走るのが楽しいとか、走るのが好き、と言えるほどの気持ちはなく、実験の対象として選んでいたような感じではある。
走ることに興味を抱かせてくれた対象は3つある。
高橋尚子さん
Born To Run
走ることについて語る時に僕が語ること
最初の高橋尚子さんは説明もいらないくらい有名な人物だ。
残り2つは本だ。
走ることについて語る時に僕が語ること、は村上春樹さんの書いた本。
高橋尚子さんを知って走り始めたけど、彼女のように楽しく走れないぞ、辛いばかりだ、と思って走るのやめようかなと思った時に出会った。
思えば、村上春樹さんの著書との出会いは小説ではなくエッセイだった。
エッセイを何冊も読んで、その次に小説を読んだことになる。
私の解釈だけど、走る理由は「好き」じゃなくてもいいのか、と思ってずいぶん楽になった。

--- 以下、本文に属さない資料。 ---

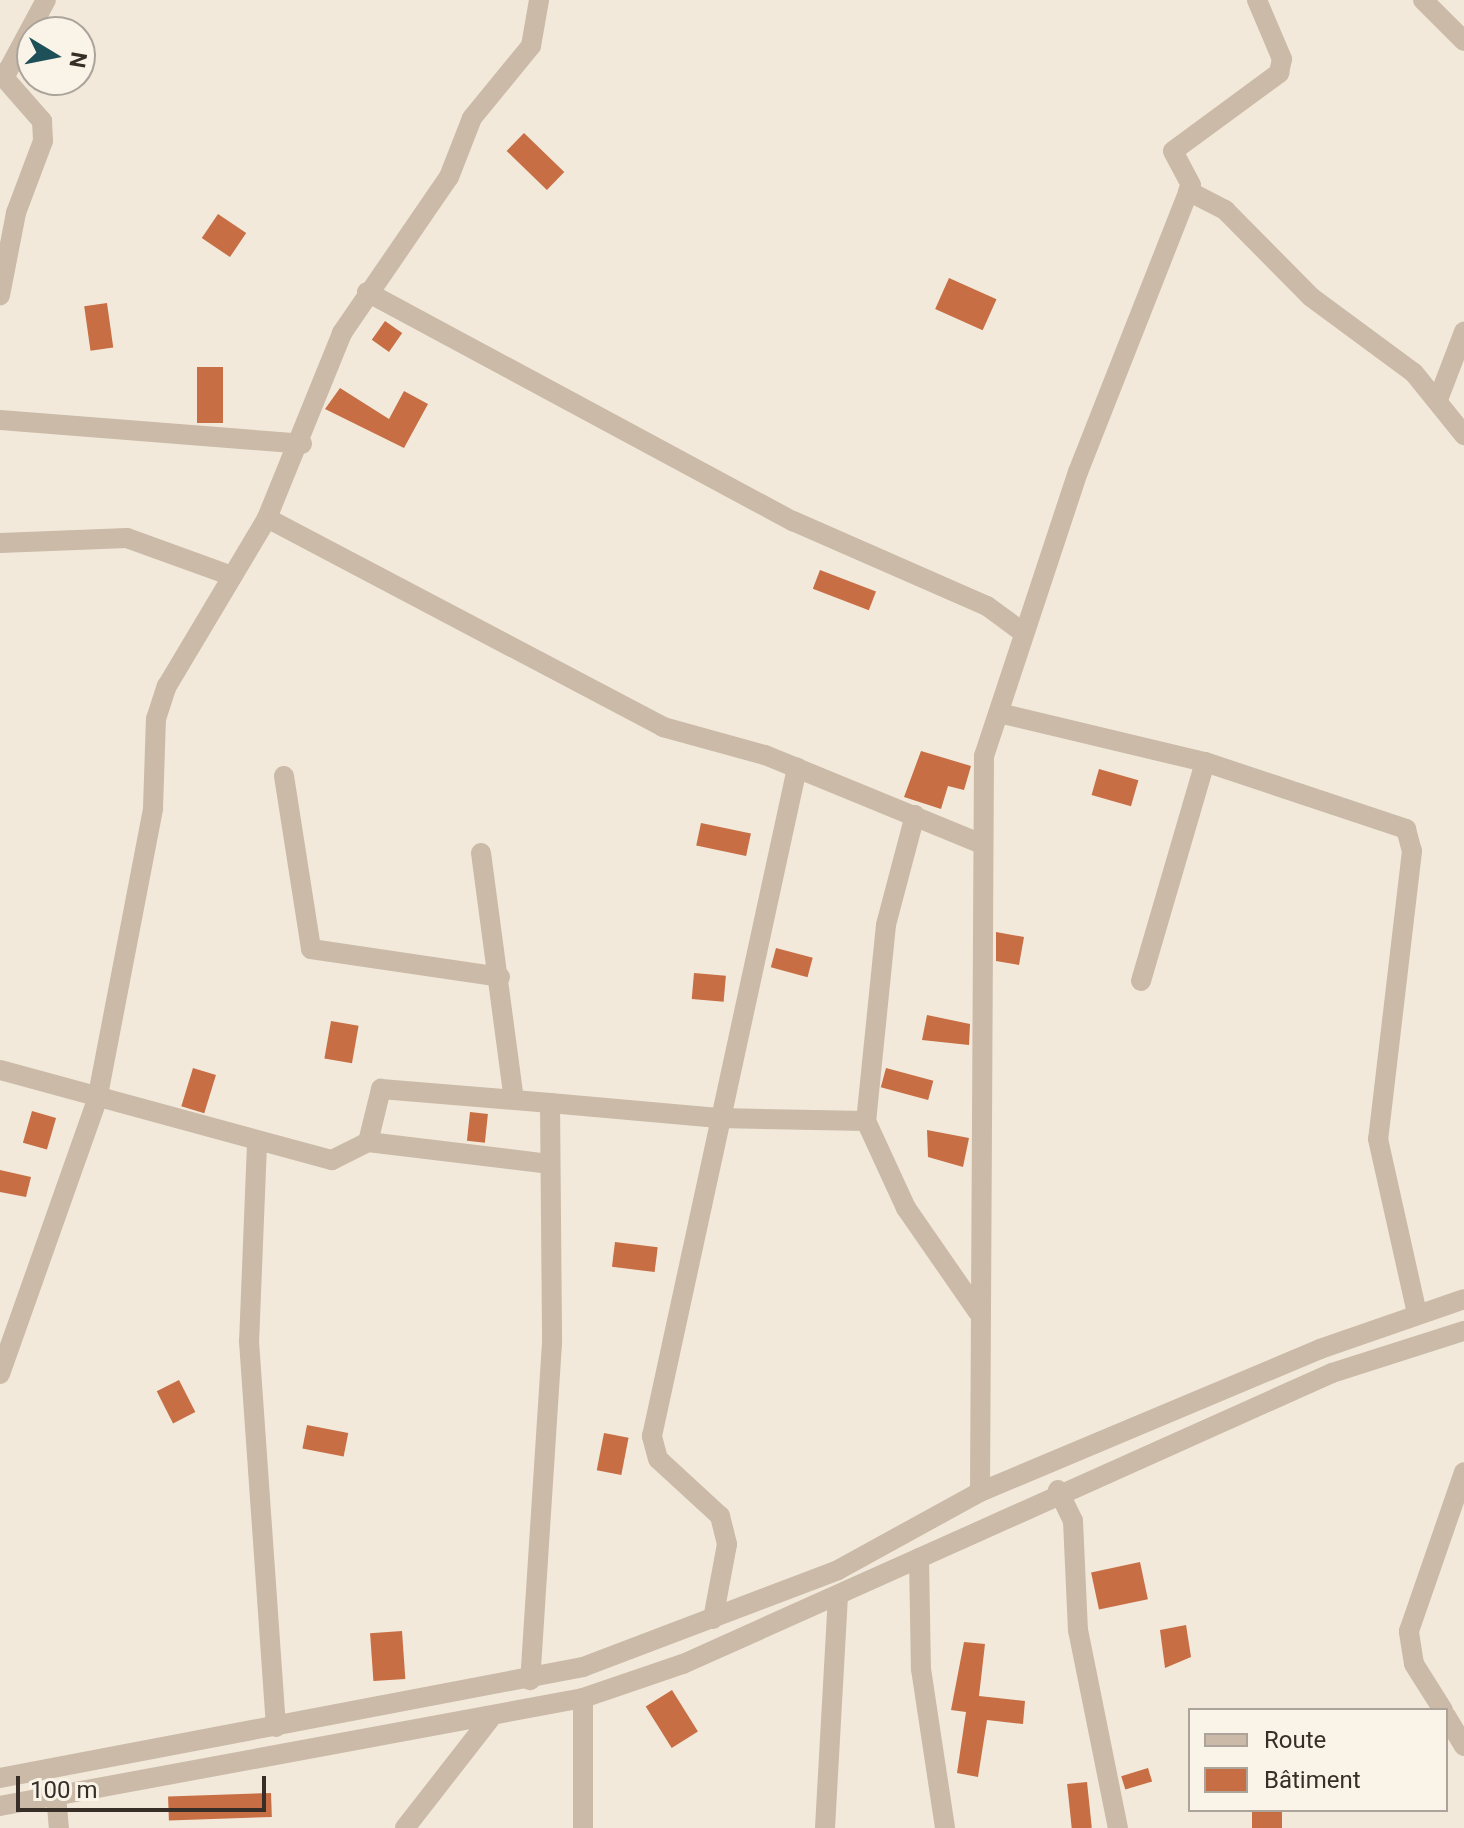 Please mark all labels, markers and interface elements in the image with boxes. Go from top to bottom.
north arrow [16,16,96,96]
text: N [64,50,92,70]
legend [1188,1708,1448,1812]
text: Route [1264,1726,1326,1754]
scale bar [20,1760,270,1810]
text: Bâtiment [1264,1766,1361,1794]
text: 100 m [30,1776,97,1804]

走るのが楽しいとか好きじゃないと続けられないのだとしたら、私は続けられないなあ、でも続けたいなあ、なんて思っていたのだ。
別に好きじゃなくてもいいのだ。
小説家である村上春樹さんは、小説を書くという職業のために走っていた。
一見するとつながらないけど、なぜだかとても納得した。
なんとなく走り続けていられた時に、Born To Runに出会った。
「裸足Run」が流行り始めた頃だったように思う。
こういうのはなぜか流行り廃りがある。謎だ。
本質的なことであれば、流行りもクソもないものだと思うのだけど、、、。
Born To Runは人間が「走る」ということが全然特別でないことを教えてくれた。
現代は、走ろうとするとウェアを買う、靴を買う、時計を買う、走る場所を探す、仲間を探す…。
走るってもっとシンプルだと思っていたのに、走る前になんだか色々準備があるのだ。。。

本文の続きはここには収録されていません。